Saved entries
Segment Open
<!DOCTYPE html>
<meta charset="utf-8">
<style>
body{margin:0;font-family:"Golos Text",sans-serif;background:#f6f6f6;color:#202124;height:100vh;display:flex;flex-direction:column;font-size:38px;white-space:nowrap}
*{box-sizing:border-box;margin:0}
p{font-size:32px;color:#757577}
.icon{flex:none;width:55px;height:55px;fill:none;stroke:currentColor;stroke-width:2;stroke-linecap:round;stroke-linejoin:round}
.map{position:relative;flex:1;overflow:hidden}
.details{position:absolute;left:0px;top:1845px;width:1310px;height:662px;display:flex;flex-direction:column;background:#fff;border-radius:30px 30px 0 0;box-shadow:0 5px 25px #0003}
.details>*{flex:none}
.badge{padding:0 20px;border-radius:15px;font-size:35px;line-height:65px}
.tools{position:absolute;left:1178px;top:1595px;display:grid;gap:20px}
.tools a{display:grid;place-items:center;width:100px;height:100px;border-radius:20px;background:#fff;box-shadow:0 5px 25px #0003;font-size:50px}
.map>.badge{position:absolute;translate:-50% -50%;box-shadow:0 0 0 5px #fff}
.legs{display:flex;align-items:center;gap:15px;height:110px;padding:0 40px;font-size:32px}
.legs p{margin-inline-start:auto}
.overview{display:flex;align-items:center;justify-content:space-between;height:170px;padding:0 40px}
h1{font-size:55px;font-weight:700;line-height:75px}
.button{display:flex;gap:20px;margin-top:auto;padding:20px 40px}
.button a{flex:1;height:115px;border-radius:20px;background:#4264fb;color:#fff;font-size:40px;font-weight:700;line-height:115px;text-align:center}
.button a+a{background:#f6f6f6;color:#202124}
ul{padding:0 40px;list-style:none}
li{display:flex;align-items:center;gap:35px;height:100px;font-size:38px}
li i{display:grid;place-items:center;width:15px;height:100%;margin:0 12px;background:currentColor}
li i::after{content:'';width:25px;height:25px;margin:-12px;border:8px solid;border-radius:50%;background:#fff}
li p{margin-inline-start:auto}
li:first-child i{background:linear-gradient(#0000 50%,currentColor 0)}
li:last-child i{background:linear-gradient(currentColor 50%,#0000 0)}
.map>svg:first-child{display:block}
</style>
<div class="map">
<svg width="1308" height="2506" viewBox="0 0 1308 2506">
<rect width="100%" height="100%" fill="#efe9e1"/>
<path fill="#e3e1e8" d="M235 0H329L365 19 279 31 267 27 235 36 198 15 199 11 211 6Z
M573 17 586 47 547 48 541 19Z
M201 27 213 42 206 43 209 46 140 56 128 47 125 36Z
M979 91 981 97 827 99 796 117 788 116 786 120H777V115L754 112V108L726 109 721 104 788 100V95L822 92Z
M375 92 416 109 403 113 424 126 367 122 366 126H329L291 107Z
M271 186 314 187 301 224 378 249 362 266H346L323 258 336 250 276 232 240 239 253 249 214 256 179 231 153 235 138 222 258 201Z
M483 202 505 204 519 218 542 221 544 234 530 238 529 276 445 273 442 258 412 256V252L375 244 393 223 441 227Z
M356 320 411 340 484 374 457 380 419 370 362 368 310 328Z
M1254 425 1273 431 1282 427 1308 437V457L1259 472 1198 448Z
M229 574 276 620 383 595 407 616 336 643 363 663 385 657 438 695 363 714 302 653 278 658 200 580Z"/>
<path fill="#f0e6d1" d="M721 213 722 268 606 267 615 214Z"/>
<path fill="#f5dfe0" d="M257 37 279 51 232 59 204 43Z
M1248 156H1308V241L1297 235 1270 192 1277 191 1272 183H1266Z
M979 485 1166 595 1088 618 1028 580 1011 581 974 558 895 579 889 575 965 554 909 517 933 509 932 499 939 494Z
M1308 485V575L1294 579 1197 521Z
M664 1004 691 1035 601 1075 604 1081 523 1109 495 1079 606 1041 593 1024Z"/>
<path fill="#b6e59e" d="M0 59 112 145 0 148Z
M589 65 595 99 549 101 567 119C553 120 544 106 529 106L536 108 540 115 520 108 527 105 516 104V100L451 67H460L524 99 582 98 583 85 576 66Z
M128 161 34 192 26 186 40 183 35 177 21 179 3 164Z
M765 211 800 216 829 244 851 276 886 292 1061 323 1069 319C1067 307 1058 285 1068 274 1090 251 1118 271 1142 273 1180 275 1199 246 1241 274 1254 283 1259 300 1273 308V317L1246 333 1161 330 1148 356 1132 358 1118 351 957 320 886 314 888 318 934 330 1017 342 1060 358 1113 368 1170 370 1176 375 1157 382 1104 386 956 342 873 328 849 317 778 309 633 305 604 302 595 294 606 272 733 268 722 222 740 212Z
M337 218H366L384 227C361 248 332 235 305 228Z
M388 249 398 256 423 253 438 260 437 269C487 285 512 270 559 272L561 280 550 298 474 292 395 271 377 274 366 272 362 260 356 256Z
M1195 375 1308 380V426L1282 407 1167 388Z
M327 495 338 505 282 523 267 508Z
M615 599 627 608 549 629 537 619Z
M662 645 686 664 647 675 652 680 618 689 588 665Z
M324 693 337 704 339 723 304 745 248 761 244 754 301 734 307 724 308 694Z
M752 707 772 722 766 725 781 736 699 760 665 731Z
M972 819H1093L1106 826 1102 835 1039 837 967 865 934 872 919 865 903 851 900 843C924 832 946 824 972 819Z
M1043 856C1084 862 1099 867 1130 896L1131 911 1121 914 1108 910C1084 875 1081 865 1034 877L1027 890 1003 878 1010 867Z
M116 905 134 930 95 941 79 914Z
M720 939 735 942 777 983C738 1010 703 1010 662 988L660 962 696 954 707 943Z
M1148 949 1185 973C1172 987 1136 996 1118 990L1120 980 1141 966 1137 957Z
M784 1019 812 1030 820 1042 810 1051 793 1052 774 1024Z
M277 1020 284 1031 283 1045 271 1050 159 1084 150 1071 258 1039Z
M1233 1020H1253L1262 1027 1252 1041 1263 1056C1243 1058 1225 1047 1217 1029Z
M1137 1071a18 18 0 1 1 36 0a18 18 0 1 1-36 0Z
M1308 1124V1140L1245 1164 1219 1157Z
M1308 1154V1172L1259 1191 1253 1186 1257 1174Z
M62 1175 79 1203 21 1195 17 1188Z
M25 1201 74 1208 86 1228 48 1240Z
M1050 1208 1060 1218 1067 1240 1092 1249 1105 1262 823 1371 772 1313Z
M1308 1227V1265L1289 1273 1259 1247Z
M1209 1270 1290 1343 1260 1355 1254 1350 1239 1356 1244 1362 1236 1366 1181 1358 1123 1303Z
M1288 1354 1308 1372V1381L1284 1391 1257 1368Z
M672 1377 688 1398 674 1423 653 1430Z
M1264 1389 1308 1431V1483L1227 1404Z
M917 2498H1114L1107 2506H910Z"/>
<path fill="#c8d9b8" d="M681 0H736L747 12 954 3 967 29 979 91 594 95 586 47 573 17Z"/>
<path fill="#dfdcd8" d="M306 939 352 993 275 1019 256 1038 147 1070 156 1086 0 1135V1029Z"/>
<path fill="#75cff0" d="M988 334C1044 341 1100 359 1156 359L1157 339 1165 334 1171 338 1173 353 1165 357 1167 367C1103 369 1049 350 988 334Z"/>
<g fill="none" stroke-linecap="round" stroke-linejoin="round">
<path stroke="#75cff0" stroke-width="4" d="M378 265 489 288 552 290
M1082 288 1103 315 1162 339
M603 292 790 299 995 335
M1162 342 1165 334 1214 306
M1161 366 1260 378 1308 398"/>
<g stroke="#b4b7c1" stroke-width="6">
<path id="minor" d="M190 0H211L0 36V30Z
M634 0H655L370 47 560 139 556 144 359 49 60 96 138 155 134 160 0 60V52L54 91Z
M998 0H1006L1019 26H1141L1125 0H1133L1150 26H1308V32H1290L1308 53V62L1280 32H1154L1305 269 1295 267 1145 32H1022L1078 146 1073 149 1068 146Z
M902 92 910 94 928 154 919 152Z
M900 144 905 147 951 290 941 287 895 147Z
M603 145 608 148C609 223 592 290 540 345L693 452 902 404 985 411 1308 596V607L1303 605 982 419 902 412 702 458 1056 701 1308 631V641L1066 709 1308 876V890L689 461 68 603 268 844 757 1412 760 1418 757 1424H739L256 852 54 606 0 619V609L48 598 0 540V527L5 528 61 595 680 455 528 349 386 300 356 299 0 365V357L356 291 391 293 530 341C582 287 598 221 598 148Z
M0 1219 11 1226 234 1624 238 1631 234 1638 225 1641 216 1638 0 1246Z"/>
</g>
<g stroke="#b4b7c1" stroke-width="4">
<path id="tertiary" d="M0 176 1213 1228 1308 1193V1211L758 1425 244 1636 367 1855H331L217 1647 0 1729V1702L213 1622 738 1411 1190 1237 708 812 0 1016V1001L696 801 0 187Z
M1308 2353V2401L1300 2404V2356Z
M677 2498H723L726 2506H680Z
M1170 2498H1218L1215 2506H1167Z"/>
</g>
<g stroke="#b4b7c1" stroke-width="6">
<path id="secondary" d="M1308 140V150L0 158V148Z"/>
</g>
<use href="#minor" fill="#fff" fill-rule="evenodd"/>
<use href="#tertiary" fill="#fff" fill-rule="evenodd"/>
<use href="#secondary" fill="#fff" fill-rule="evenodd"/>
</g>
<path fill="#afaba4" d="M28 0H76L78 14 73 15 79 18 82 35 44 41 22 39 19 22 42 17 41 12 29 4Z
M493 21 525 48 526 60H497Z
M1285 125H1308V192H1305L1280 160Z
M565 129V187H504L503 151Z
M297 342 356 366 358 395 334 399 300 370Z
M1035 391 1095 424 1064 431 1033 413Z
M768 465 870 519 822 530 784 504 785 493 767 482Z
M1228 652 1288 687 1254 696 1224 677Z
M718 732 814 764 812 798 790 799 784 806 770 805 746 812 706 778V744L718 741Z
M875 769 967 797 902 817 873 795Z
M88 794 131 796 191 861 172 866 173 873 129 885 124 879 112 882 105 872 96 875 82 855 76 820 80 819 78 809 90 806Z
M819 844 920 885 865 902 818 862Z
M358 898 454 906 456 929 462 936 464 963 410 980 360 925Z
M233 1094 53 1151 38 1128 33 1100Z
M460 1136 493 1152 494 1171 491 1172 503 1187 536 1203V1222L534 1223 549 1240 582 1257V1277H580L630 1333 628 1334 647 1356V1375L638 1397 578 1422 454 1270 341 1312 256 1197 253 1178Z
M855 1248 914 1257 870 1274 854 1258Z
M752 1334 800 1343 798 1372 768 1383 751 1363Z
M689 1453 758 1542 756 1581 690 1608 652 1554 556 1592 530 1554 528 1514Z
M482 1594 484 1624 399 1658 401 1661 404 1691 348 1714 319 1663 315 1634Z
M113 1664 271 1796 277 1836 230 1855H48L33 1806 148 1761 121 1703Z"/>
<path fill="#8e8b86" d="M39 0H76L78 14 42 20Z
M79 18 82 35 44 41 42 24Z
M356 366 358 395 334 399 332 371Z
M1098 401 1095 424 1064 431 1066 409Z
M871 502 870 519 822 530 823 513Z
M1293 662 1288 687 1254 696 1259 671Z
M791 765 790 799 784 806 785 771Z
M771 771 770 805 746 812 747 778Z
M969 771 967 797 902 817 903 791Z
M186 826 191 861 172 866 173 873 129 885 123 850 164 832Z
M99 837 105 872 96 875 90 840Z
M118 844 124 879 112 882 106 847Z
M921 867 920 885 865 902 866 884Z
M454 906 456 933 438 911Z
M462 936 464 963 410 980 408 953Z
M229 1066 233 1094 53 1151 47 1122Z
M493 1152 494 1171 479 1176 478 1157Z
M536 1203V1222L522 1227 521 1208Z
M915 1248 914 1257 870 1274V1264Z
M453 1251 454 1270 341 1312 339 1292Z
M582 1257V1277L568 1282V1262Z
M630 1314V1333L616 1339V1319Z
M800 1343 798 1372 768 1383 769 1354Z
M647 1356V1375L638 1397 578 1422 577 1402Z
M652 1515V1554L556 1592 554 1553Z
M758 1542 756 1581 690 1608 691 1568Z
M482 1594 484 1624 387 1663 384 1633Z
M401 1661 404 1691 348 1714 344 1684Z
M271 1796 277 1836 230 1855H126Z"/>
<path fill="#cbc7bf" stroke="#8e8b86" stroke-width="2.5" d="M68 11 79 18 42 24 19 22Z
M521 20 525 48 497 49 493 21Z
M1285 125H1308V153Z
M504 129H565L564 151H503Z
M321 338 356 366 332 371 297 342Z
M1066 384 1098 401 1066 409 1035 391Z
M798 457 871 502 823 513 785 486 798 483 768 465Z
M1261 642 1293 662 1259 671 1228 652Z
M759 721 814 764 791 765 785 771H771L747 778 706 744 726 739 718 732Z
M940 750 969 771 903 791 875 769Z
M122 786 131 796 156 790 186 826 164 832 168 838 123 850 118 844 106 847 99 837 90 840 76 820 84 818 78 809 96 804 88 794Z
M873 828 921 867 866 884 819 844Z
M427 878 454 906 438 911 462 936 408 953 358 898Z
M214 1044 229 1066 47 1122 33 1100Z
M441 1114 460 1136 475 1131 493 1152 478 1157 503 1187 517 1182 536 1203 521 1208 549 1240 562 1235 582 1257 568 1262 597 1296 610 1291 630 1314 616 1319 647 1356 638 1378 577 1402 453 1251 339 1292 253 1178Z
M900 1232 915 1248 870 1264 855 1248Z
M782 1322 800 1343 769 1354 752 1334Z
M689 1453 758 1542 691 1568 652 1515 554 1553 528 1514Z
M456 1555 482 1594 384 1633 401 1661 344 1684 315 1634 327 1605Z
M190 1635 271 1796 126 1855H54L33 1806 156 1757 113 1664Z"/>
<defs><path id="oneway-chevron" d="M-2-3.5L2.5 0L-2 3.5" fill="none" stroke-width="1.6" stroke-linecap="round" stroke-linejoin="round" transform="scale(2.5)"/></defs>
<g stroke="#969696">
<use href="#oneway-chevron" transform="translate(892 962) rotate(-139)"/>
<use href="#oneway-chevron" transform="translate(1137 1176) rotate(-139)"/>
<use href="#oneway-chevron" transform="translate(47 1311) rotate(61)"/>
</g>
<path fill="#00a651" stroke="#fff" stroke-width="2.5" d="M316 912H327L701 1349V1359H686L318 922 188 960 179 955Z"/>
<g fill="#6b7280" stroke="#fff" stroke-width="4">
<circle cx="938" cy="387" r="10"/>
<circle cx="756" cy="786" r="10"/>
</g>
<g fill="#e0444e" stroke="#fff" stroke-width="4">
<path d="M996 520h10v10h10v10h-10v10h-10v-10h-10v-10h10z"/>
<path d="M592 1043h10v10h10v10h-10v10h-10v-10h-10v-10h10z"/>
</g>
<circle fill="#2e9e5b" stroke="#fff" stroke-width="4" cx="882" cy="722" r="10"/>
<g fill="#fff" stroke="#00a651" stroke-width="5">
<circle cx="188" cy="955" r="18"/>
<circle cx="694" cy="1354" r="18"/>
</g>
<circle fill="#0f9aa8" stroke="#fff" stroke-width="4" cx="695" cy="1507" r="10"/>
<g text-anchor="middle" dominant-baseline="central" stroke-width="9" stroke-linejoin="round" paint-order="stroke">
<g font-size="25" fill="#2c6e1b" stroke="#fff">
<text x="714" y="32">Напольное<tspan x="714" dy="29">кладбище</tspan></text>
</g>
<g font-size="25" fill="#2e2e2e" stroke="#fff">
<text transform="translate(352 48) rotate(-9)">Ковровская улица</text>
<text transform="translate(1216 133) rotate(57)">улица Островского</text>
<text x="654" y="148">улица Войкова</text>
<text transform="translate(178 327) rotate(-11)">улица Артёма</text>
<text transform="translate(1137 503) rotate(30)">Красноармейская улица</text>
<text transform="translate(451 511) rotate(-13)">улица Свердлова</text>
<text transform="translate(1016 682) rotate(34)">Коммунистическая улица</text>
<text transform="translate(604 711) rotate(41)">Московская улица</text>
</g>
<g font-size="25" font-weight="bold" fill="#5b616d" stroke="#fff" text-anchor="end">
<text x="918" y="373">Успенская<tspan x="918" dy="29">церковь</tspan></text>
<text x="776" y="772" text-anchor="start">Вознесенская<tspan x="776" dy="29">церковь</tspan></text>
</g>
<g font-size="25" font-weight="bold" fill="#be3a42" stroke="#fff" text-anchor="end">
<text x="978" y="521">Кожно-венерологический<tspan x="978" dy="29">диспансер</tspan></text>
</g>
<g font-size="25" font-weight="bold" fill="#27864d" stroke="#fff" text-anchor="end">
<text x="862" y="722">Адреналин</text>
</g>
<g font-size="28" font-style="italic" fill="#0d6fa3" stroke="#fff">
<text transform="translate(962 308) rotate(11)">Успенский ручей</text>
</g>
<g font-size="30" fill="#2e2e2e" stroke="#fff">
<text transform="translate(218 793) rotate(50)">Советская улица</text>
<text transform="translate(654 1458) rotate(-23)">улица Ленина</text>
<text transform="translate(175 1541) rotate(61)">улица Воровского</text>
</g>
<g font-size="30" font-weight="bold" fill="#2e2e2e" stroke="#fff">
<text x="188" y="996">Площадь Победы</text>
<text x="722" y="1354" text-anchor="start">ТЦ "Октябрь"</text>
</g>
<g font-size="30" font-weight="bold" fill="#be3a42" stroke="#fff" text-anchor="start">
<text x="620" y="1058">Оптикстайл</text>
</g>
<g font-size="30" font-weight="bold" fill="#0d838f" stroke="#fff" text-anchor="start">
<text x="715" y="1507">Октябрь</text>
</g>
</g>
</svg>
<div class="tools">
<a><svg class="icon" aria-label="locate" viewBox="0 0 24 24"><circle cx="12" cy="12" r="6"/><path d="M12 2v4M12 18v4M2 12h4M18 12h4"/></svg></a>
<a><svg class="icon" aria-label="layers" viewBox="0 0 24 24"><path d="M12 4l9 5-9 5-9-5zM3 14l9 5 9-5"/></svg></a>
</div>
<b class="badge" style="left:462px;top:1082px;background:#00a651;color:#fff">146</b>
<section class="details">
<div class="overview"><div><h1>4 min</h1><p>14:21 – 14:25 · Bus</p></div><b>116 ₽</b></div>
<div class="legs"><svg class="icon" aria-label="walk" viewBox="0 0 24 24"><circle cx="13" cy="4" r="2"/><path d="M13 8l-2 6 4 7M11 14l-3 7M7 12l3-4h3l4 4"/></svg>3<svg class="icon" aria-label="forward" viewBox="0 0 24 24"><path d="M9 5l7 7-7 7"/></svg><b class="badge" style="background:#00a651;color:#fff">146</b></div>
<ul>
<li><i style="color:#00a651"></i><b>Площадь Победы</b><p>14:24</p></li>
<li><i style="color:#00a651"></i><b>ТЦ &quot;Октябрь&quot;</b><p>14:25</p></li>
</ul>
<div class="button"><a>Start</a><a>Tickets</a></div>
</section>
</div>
Segment Closed
Copy every line of the data above in which the string "tools" appears.

.tools{position:absolute;left:1178px;top:1595px;display:grid;gap:20px}
.tools a{display:grid;place-items:center;width:100px;height:100px;border-radius:20px;background:#fff;box-shadow:0 5px 25px #0003;font-size:50px}
<div class="tools">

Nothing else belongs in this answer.